Function fun = stream.fromXML(new InputStream(...));
then we can get description by fun.getDescription(); get the cases by iterate list fun.getCases();
we can get type but we can't get value. the xstream can't parse the text value directly into value fields.
As mentioned above, if we do stream.alias("case", String.class); then we can only get the text.

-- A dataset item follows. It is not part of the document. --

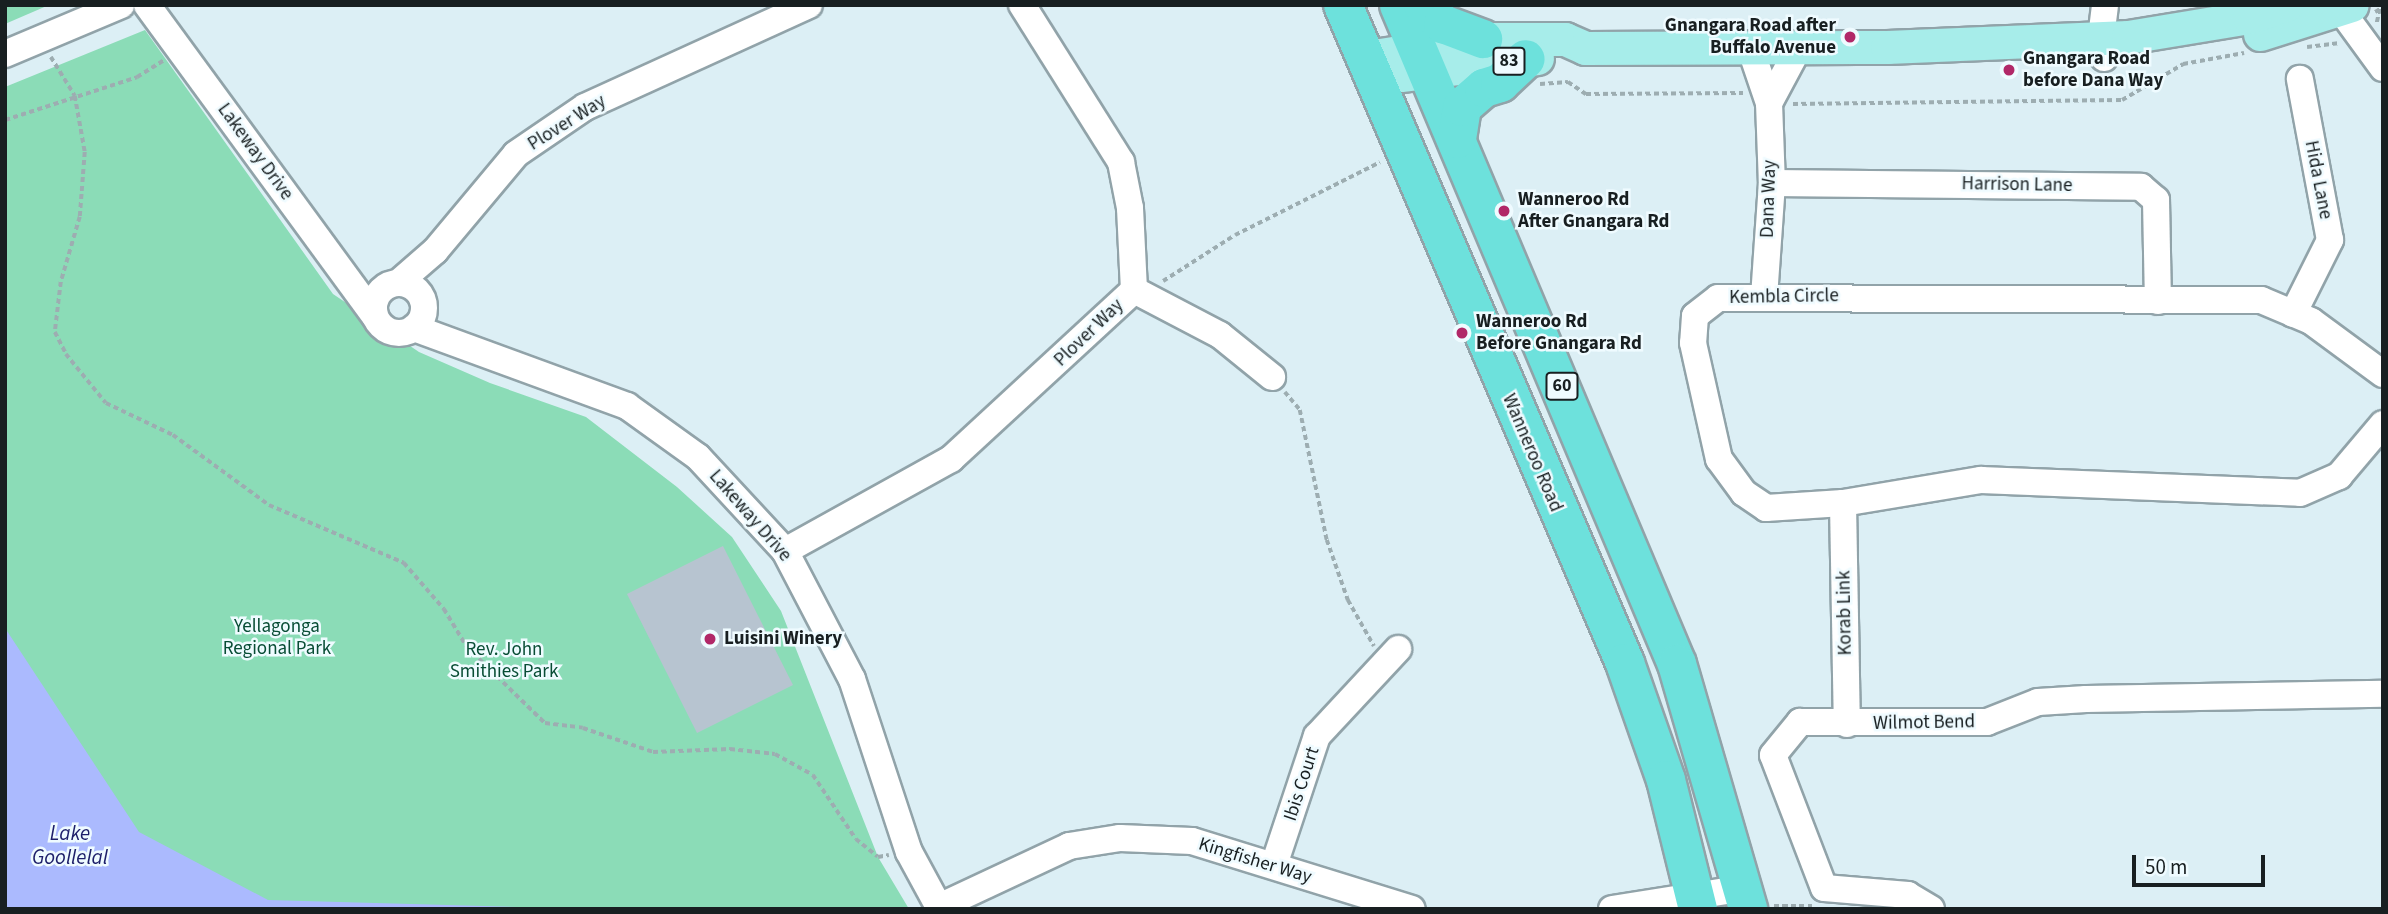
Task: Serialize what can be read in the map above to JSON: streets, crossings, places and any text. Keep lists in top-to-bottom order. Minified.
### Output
{"streets":{"highway":["83","60","Wanneroo Road"],"street":["Plover Way","Lakeway Drive","Hida Lane","Harrison Lane","Dana Way","Kembla Circle","Korab Link","Wilmot Bend","Ibis Court","Kingfisher Way"]},"crossings":[["83","Dana Way"],["83","60"],["83","Wanneroo Road"],["Plover Way","Lakeway Drive"],["Lakeway Drive","Kingfisher Way"],["Hida Lane","Kembla Circle"],["Harrison Lane","Dana Way"],["Harrison Lane","Kembla Circle"],["Dana Way","Kembla Circle"],["Kembla Circle","Korab Link"],["Korab Link","Wilmot Bend"],["Ibis Court","Kingfisher Way"]],"water":["Lake Goollelal"],"parks":["Yellagonga Regional Park","Rev. John Smithies Park"],"places":["Gnangara Road after Buffalo Avenue","Gnangara Road before Dana Way","Wanneroo Rd After Gnangara Rd","Wanneroo Rd Before Gnangara Rd","Luisini Winery"],"scale_bar":"50 m"}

The problem can be resovled by ading a converter:
public class FunctionCaseConverter implements Converter{
public void marshal(Object object, HierarchicalStreamWriter writer, MarshallingContext context) {
FunctionCase io = (FunctionCase) object;
writer.startNode("case");
writer.setValue(io.getValue());
writer.addAttribute("type", io.getType());
writer.endNode();
}
public Object unmarshal(HierarchicalStreamReader reader, UnmarshallingContext context) {
FunctionCase entryIO = new FunctionCase();
entryIO.setValue(reader.getValue());
entryIO.setType(reader.getAttribute("type"));
return entryIO;
}
public boolean canConvert(Class type) {
return type.equals(FunctionCase.class);
}
}
Then we should tell the xstream when it meets FunctionCase, it should convert it to our defined way:
stream.registerConverter(new FunctionCaseConverter());
OK, everything get done. Test it:)
3 Above is example from xml to object, the reverse opration works the same way.